TheMurrow

Your ‘Passkey’ Can Still Be Phished—The One Account-Recovery Shortcut Making Big Tech’s Passwordless Push Weirdly Fragile in 2026

Passkeys largely beat classic phishing—but attackers don’t need to steal your passkey. They just need to shove you into recovery and “Try another way” fallbacks that still accept phishable codes.

By TheMurrow Editorial
April 3, 2026
Your ‘Passkey’ Can Still Be Phished—The One Account-Recovery Shortcut Making Big Tech’s Passwordless Push Weirdly Fragile in 2026

Key Points

  • 1Understand the loophole: passkeys resist classic credential phishing, but attackers can still win by forcing recovery or “Try another way” fallbacks.
  • 2Watch for downgrade tactics: SMS/email OTPs, recovery codes, and support workflows often become the weakest path that still grants account access.
  • 3Reduce your exposure: prefer passkey-only, store recovery codes securely offline, and treat phone-number recovery as a high-risk security perimeter.

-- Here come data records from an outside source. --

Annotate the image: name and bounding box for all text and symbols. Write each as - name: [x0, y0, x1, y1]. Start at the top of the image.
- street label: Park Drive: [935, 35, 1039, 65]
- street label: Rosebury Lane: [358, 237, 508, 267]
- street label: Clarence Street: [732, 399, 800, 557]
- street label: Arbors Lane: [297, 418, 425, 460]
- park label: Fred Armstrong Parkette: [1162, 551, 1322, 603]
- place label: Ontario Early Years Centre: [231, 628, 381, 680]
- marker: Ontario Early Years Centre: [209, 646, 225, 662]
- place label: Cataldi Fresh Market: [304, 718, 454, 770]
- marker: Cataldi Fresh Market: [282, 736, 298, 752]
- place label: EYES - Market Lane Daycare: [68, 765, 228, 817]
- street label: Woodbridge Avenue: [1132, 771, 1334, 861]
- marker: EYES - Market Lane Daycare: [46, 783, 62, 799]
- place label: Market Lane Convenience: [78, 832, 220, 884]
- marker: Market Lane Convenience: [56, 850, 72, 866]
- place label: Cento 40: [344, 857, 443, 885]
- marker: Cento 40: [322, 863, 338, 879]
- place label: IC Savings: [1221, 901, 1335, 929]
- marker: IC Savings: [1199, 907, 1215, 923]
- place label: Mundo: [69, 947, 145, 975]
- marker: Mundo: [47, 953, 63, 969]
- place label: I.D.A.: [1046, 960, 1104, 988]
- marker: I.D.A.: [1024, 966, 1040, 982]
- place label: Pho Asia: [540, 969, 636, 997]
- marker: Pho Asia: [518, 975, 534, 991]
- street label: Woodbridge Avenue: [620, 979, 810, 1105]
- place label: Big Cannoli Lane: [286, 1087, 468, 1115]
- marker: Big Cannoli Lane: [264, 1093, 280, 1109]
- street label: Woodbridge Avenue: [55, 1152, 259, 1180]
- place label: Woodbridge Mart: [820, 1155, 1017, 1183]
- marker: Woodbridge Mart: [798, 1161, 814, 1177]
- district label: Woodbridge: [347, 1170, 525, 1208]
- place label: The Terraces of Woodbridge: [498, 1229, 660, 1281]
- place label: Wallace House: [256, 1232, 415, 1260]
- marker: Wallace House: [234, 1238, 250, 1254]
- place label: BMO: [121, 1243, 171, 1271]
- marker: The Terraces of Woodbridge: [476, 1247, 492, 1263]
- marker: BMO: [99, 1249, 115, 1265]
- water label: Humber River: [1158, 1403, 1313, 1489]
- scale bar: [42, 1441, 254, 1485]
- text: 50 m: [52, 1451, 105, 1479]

Passkeys arrived with a promise that sounded almost too clean for the modern internet: no more passwords, no more phishing. Your face or fingerprint unlocks a cryptographic key stored in secure hardware, and the web finally gets a login system built for the way attacks actually happen.

The promise is real. Passkeys—properly implemented—shut down the classic scam where a fake site harvests your password and uses it later. A passkey can’t be “typed” into the wrong place because nothing is being typed. The browser and your device do the exchange, and the credential is tied to the legitimate domain.

Yet people keep asking an uncomfortable question: “Can passkeys still be phished?” The most honest answer is also the most frustrating one. Attackers can’t usually steal your passkey the way they steal a password. They can still steal your account by pushing you away from the passkey and into the “helpful” back doors platforms keep around for recovery.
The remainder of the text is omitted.